INSTRUCTIONS FOR THE TASK: What is needed is a word-for-word copy of all the entries, minus the pictures.

═════ EXERCISE INPUTS

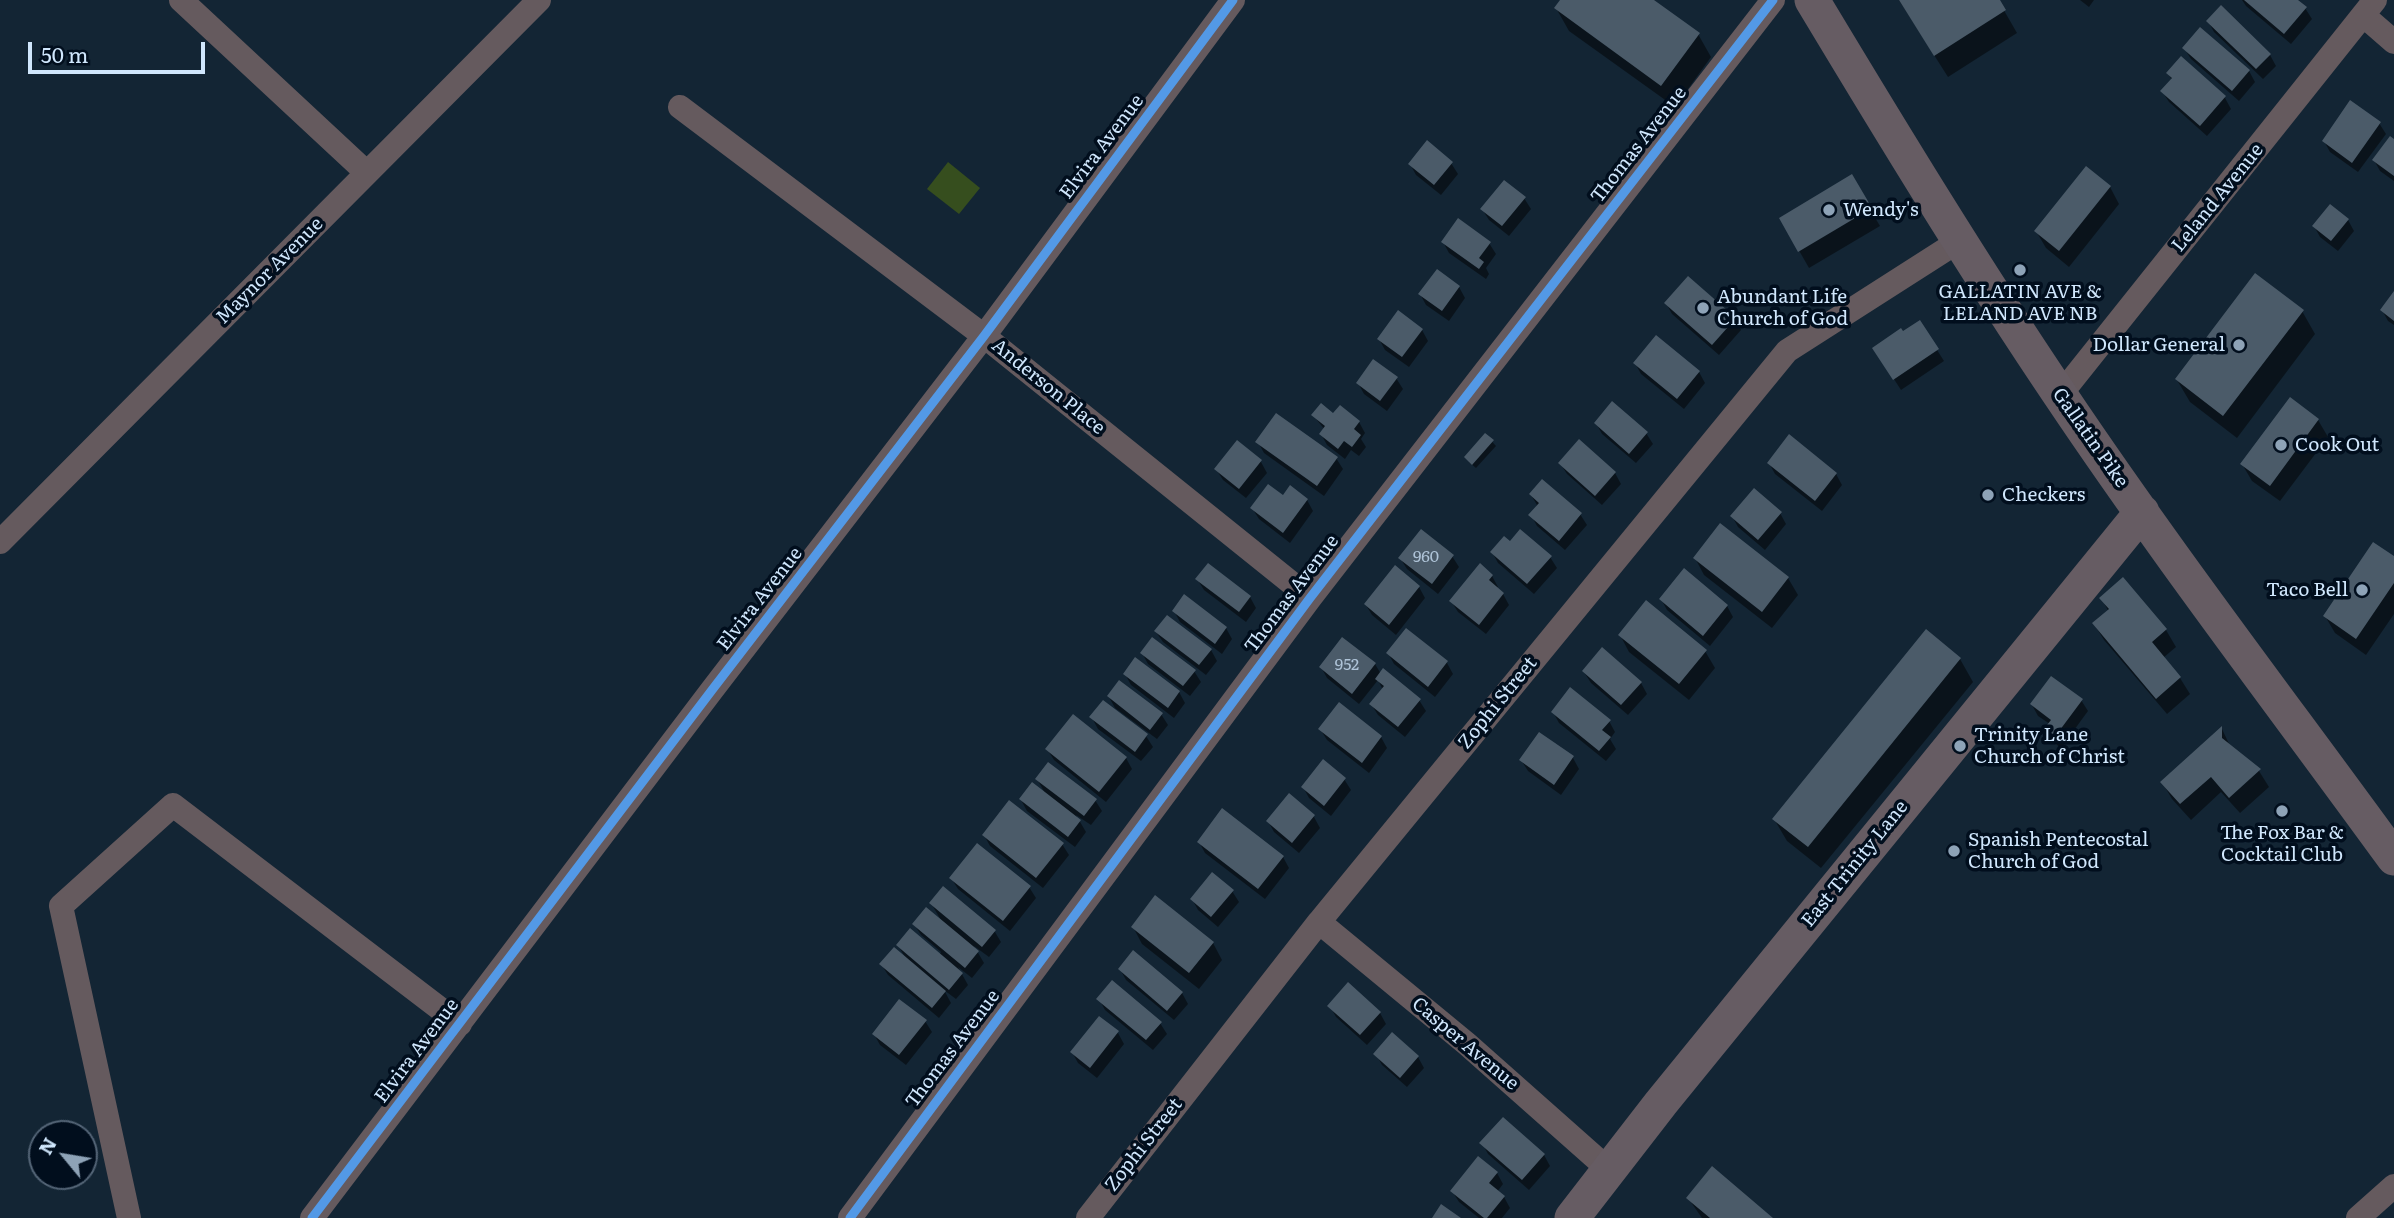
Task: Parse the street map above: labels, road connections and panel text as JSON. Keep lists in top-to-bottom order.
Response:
{
  "streets": {
    "main road": ["Gallatin Pike", "East Trinity Lane"],
    "street": [
      "Thomas Avenue",
      "Elvira Avenue",
      "Leland Avenue",
      "Maynor Avenue",
      "Anderson Place",
      "Zophi Street",
      "Casper Avenue"
    ]
  },
  "crossings": [
    ["Thomas Avenue", "Anderson Place"],
    ["Elvira Avenue", "Anderson Place"],
    ["Leland Avenue", "Gallatin Pike"],
    ["Gallatin Pike", "Zophi Street"],
    ["Gallatin Pike", "East Trinity Lane"],
    ["Zophi Street", "Casper Avenue"],
    ["East Trinity Lane", "Casper Avenue"]
  ],
  "places": [
    "Wendy's",
    "GALLATIN AVE & LELAND AVE NB",
    "Abundant Life Church of God",
    "Dollar General",
    "Cook Out",
    "Checkers",
    "Taco Bell",
    "Trinity Lane Church of Christ",
    "The Fox Bar & Cocktail Club",
    "Spanish Pentecostal Church of God"
  ],
  "house_numbers": ["960", "952"],
  "scale_bar": "50 m",
  "north": "top left"
}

══════════

RESPONSE BOX:
Task: Parse the street map above: labels, road connections and panel text as JSON. Keep lists in top-to-bottom order.
Response:
{
  "streets": {
    "main road": ["Gallatin Pike", "East Trinity Lane"],
    "street": [
      "Thomas Avenue",
      "Elvira Avenue",
      "Leland Avenue",
      "Maynor Avenue",
      "Anderson Place",
      "Zophi Street",
      "Casper Avenue"
    ]
  },
  "crossings": [
    ["Thomas Avenue", "Anderson Place"],
    ["Elvira Avenue", "Anderson Place"],
    ["Leland Avenue", "Gallatin Pike"],
    ["Gallatin Pike", "Zophi Street"],
    ["Gallatin Pike", "East Trinity Lane"],
    ["Zophi Street", "Casper Avenue"],
    ["East Trinity Lane", "Casper Avenue"]
  ],
  "places": [
    "Wendy's",
    "GALLATIN AVE & LELAND AVE NB",
    "Abundant Life Church of God",
    "Dollar General",
    "Cook Out",
    "Checkers",
    "Taco Bell",
    "Trinity Lane Church of Christ",
    "The Fox Bar & Cocktail Club",
    "Spanish Pentecostal Church of God"
  ],
  "house_numbers": ["960", "952"],
  "scale_bar": "50 m",
  "north": "top left"
}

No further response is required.